With certain VALID URLs, the above script will cause one of the CPU cores to go to 100% for 120 seconds until the PHP script times out. Then, the following error will appear in my PHP error log:

Code:

[06-Oct-2020 23:07:38 America/New_York] PHP Fatal error:  Maximum execution time of 120 seconds exceeded in /... path-to-my-script.php on line 710

During those 2 minutes, none of the sites on my server are accessible! I'm hosting about 20 client sites at the moment. This is a backup server with all the same specs and same software versions as the production server.
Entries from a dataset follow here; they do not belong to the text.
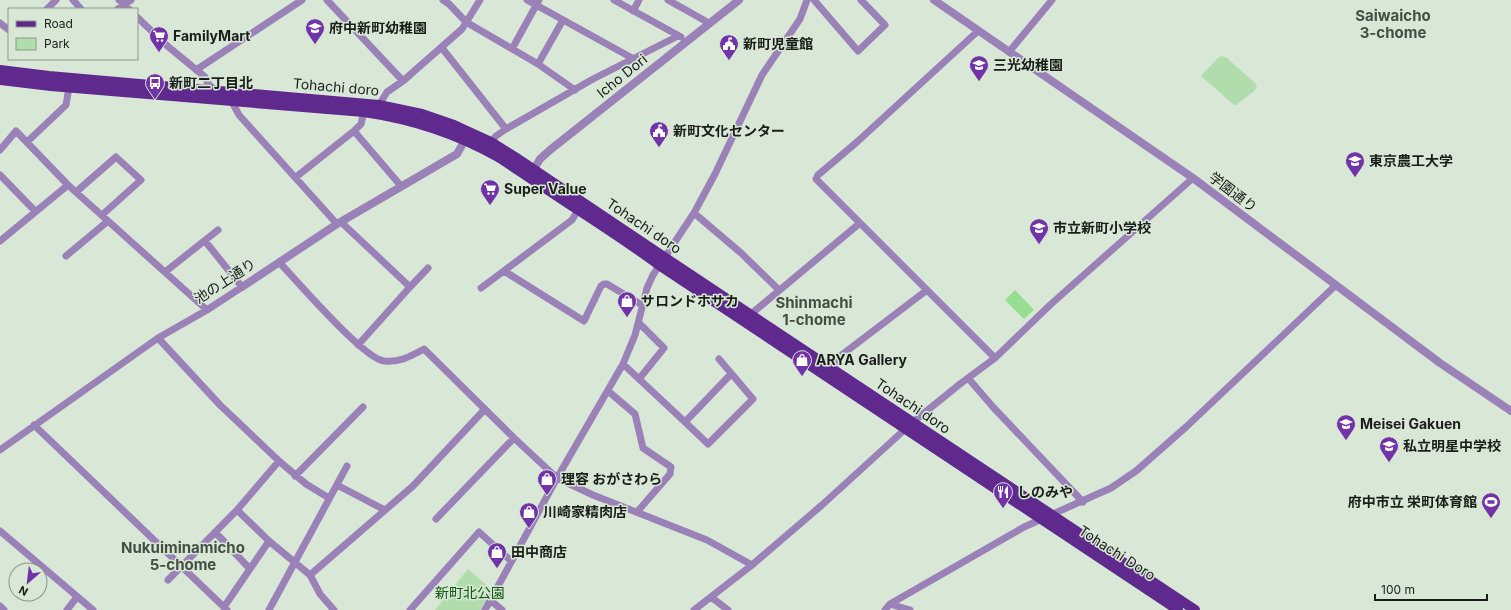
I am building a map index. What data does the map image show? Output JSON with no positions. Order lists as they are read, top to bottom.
{
  "streets": {
    "main road": ["Tohachi doro", "Tohachi Doro"],
    "street": ["Icho Dori", "学園通り", "池の上通り"]
  },
  "crossings": [
    ["Icho Dori", "Tohachi doro"],
    ["Tohachi doro", "池の上通り"],
    ["Tohachi doro", "Tohachi Doro"]
  ],
  "districts": ["Saiwaicho 3-chome", "Shinmachi 1-chome", "Nukuiminamicho 5-chome"],
  "parks": ["新町北公園"],
  "places": {
    "school or university": [
      "府中新町幼稚園",
      "三光幼稚園",
      "東京農工大学",
      "市立新町小学校",
      "Meisei Gakuen",
      "私立明星中学校"
    ],
    "supermarket": ["FamilyMart", "Super Value"],
    "public building": ["新町児童館", "新町文化センター"],
    "bus stop": ["新町二丁目北"],
    "shop": [
      "サロンドホサカ",
      "ARYA Gallery",
      "理容 おがさわら",
      "川崎家精肉店",
      "田中商店"
    ],
    "restaurant": ["しのみや"],
    "sports": ["府中市立 栄町体育館"]
  },
  "legend": ["Road", "Park"],
  "scale_bar": "100 m",
  "north": "bottom left"
}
Its roughly, but not exactly a mirror and all of the sites on the backup are fully functional.

Now, I realize the code example in the PHP docs is simplified but I'm concerned that such a simple script can essentially cripple the Apache server.

Digging into it, I **think** the "lock up" happens here:

PHP:

    while (!feof($fp)) {
        echo fgets($fp, 128);
    }

I've found some servers aren't sending standard CRLF, some servers send mangled headers, some servers don't like the "128" and I've found that simply using "fgets($fp);" will SOMETIMES avoid the lock-up for that particular case.

But I'm not here for advice on coding. I have the function working well. My issue is that anyone playing with this PHP function can lock up the whole server for 2 minutes every they run it.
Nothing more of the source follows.